If you assume that Obama will not lose in a landslide and can only lose narrowly — and with a lousy economy — then you also assume that voters will take their fury out on all incumbents. The Congressional Republicans poll at about 30% below Obama right now. Coattail effects from a marginal win will not save their hides. Blocking Obama will not save the GOP. They will go down with him. And so will America if we don't address the jobs crisis.

But it doesn't have to be this way. Republicans in Congress can still save themselves. They could listen to the Chamber of Commerce and pass a huge infrastructure bill and corporate tax reform to bring the top rate down. They could listen to a majority of Americans and pass payroll tax cuts. Not only that, but the president just offered them trillions more in cuts.

The economic consensus is that a lack of consumer demand is holding back the economy. The middle class is in debt. Businesses — having trimmed their inventories more efficiently ever before — have achieved record profits, but they are not hiring, because no one is buying their products. You don't hire people if you aren't moving inventory. Plus, even if you're not a right-wing economic extremist, what's the worst thing that could happen? We increase our total debt by 2% and build some bridges, roads, and schools? Cry me a river and I'll drive over it on a bridge that doesn't fall down.

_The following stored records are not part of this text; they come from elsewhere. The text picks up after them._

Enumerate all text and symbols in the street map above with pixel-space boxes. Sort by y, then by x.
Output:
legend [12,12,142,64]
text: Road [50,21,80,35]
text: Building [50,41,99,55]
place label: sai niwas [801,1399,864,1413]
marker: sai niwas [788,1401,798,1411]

Congressional Republicans should listen to big business and pass his jobs plan. They would be smart to amend it with additional ideas that increase job creation. And they should work with Obama to pay for it by passing an unprecedented deficit deal with hard spending caps and shared sacrifice. By doing so, they won't just help the country — they’ll help themselves and prove to Americans that Washington is not broken.